How was the chicken prepared? That’s the punchline to a joke that occurred to me when an avid Trump-supporting MAGA friend sent me an article calling into question some aspects of vice presidential candidate Tim Walz’s military service record.

Here’s the joke, which the brilliant essayist David Sedaris uses to describe the choice that voters face in the November presidential election:

A flight attendant tells her hungry passengers that they have a choice of two entrees for dinner, chicken or a pile of excrement laced with ground glass. A passenger raises his hand and asks, “How was the chicken prepared?”

Pardon the earthy descriptor for what you’ll recognize as Donald Trump’s campaign for the presidency. I’m not a fan of name-calling in politics or elsewhere, but, after all, it is just a joke. But it’s also an apt description of the vast disparity between the two candidates.

Our perceptions of these two campaigns are in danger of distortion. Many have been lulled into thinking that we’re choosing between two more-or-less ordinary candidates with differing visions for America, just as we do every four years. No, this year is different. And the vast distance between the two is colorfully described by a slightly coarse joke.

Why did I think of this joke when my MAGA friend brought up Walz’s service record?

Walz is mildly vulnerable on this point. He was honorably discharged from the National Guard after 24 years of service, but the Trump campaign has accused him of timing his retirement to avoid his unit’s subsequent deployment to Iraq. And he may have misstated the rank at which he retired, as well as whether he actually carried weapons of war “in war.”

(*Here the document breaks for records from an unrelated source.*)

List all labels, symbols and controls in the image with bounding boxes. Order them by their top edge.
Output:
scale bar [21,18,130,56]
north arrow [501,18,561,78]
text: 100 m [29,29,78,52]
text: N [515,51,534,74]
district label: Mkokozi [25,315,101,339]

Feasible defenses against these accusations are available. But I wonder if the Democrats really want to take the question of military service off the table. Walz’s service is the “chicken” available to the airline passengers, bland and not terribly exciting, but perfectly acceptable when you have only two choices.

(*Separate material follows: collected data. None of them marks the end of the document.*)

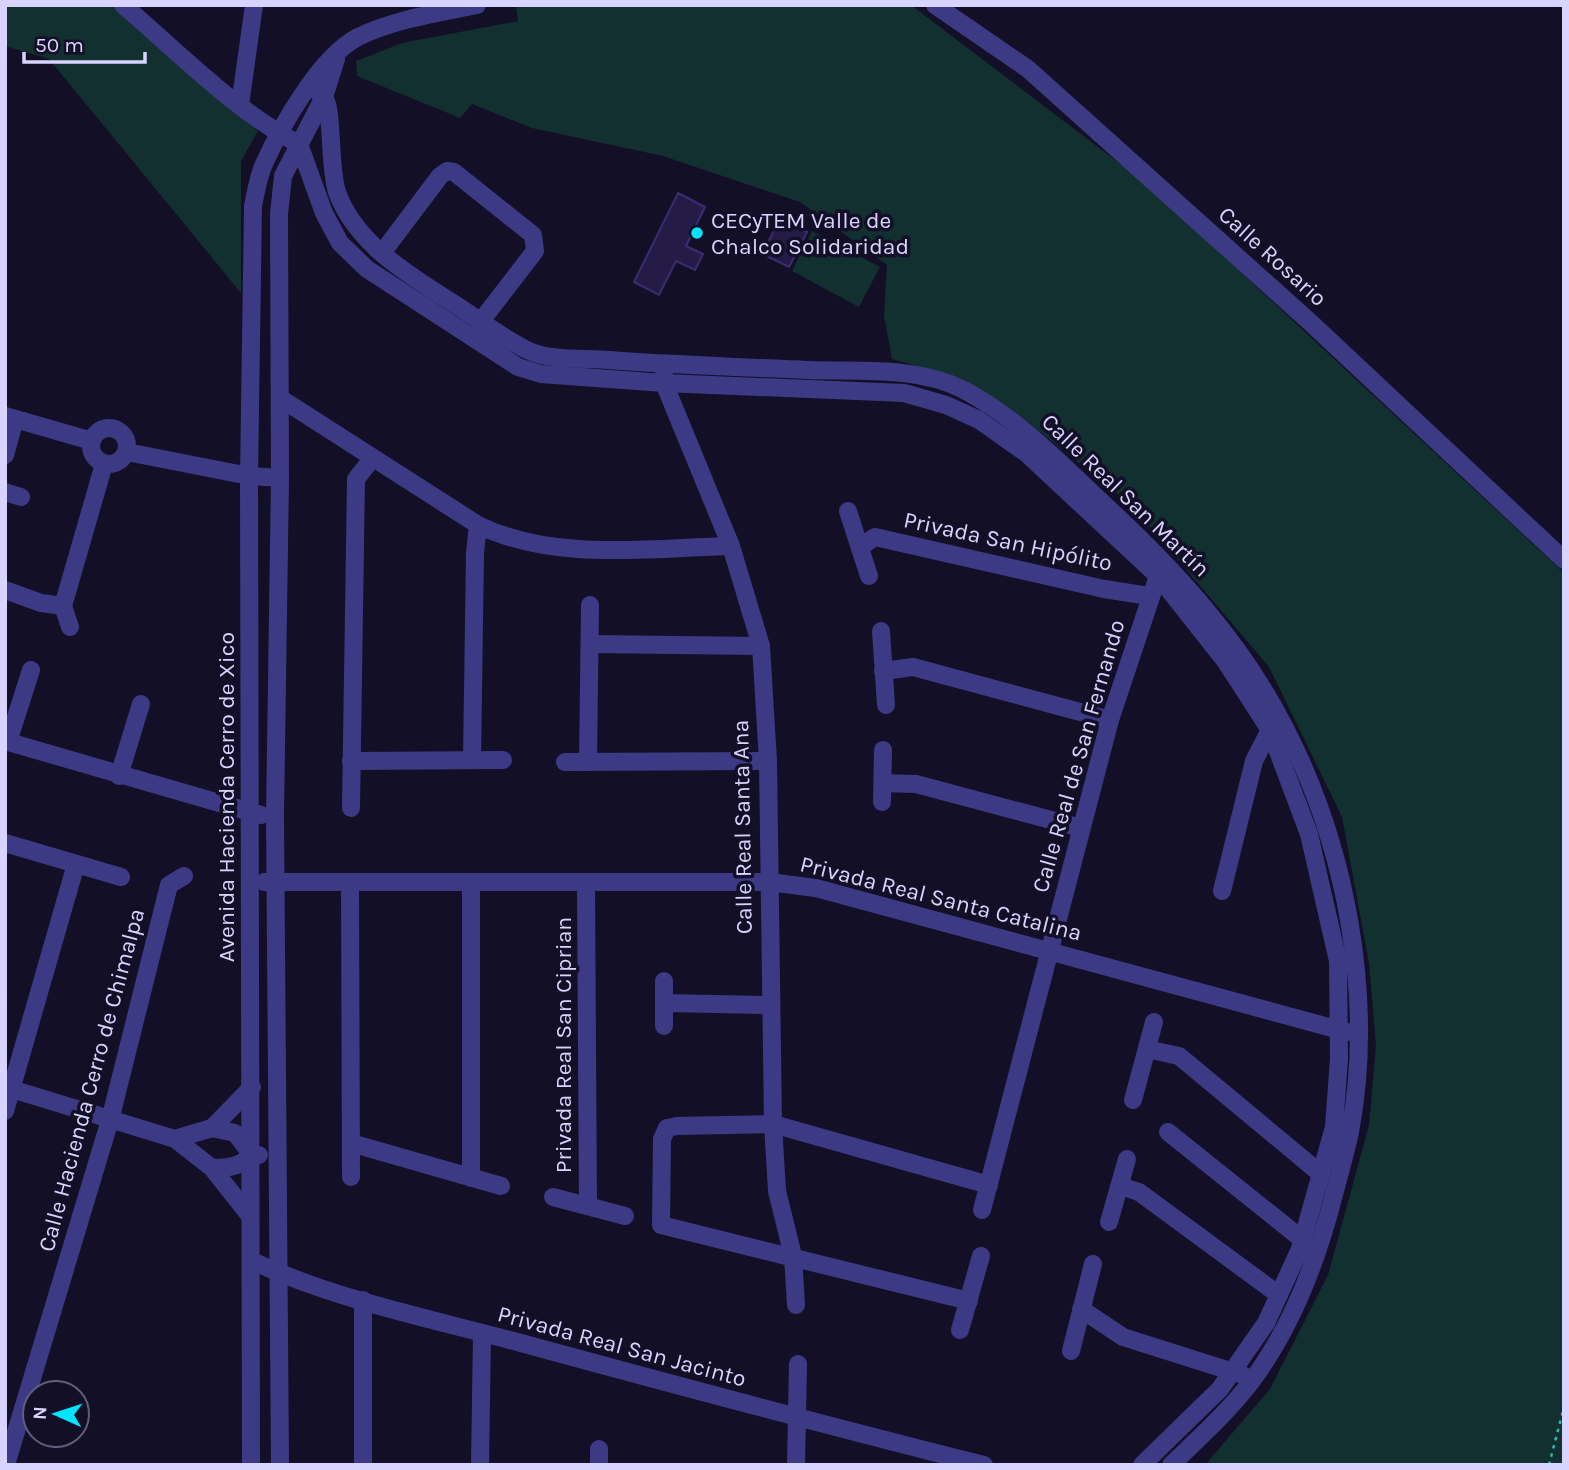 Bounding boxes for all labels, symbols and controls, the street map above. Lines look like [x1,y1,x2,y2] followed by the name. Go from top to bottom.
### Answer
[24,21,145,65] scale bar
[35,33,84,57] text: 50 m
[1213,201,1332,312] street label: Calle Rosario
[711,207,909,260] place label: CECyTEM Valle de Chalco Solidaridad
[689,225,705,241] marker: CECyTEM Valle de Chalco Solidaridad
[1036,408,1215,583] street label: Calle Real San Martín
[901,506,1115,577] street label: Privada San Hipólito
[1027,617,1130,896] street label: Calle Real de San Fernando
[213,632,240,962] street label: Avenida Hacienda Cerro de Xico
[727,720,758,934] street label: Calle Real Santa Ana
[797,850,1085,947] street label: Privada Real Santa Catalina
[33,906,150,1255] street label: Calle Hacienda Cerro de Chimalpa
[550,917,577,1173] street label: Privada Real San Ciprian
[495,1300,749,1393] street label: Privada Real San Jacinto
[21,1379,91,1449] north arrow
[29,1406,51,1421] text: N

Because also on the menu is Trump’s relationship with the military, which is fair game if Trump attacks Walz’s record. For example, the bone spurs story should be back on the table, right next to the chicken.

By way of reminder: In 1966, Trump was declared eligible for military service and he passed a physical exam. Two years later, after exhausting four education deferments, he was exempted from the draft on the basis of a diagnosis of bone spurs provided by a podiatrist who was a longtime tenant in a building owned by Trump’s father. Reportedly, in return, the doctor got favorable treatment from his landlord. We should look into this.

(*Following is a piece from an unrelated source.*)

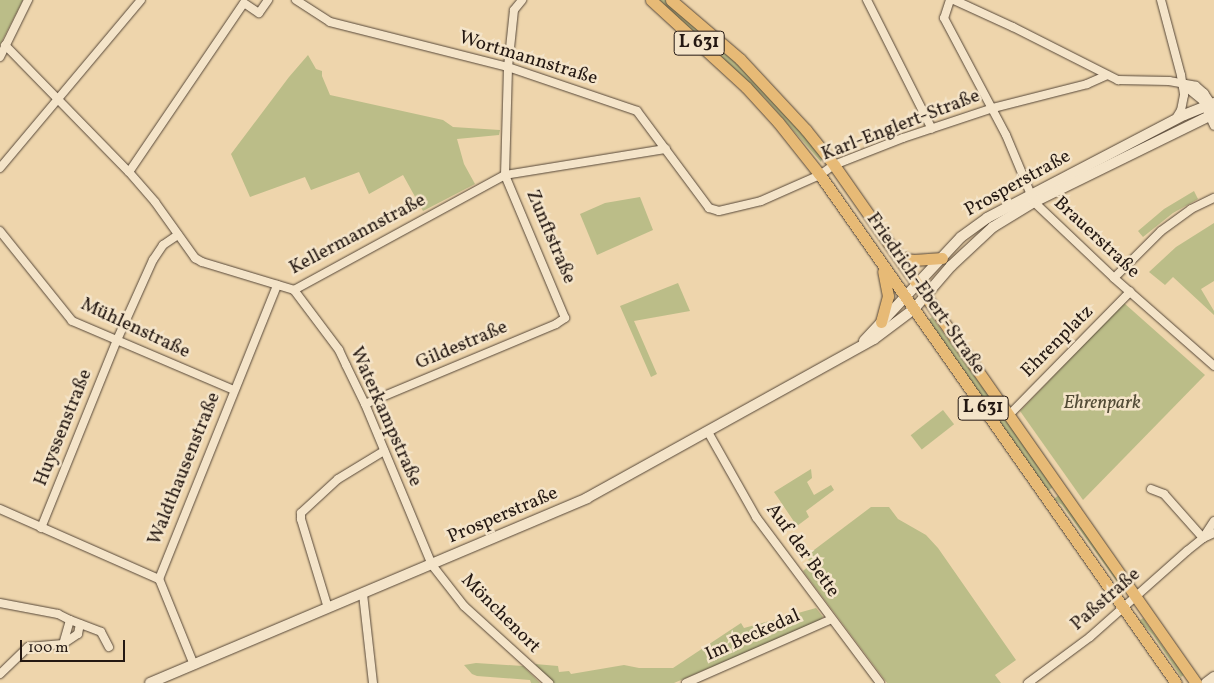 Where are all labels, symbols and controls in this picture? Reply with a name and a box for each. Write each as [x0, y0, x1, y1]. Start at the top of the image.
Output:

Of course, Trump wasn’t the only white boy with resources to connive his way out of service in Vietnam. But we should also look into the allegation that Trump called soldiers who lost their lives in service to their country “losers” and “suckers.” The charge is second-hand, but its source is Gen. John Kelly, whom Trump appointed as his chief of staff. If you don’t want to believe that Trump actually called the fallen soldiers “losers,” then you have to believe that Kelly just made this up, which is a bigger stretch.

After all, we already know what Trump said about John McCain. Anyone who flies off an aircraft carrier, even in peacetime, is already a hero in my book. Not in Trump’s: “I like people who weren’t captured.”

So, let’s examine Walz’s record with the military next to Trump’s. Let’s compare President Joe Biden’s “mishandling” of classified documents with Trump’s. Let’s look at Hunter Biden’s improprieties in the light of Trump’s long history of scams, scandals and, now, actual convictions for falsifying business records.

Oh, and by the way: Trump really did try to overturn a legitimate American election. Most Americans know this. I suspect Trump does, too. Unforgivable.

So, no, thanks. I’ll take the chicken. I don’t mind if it’s a little undercooked.

I still prefer it to the excrement, even if the excrement includes a well-seasoned side dish of fava beans.

John Crisp is a columnist for Tribune News Service.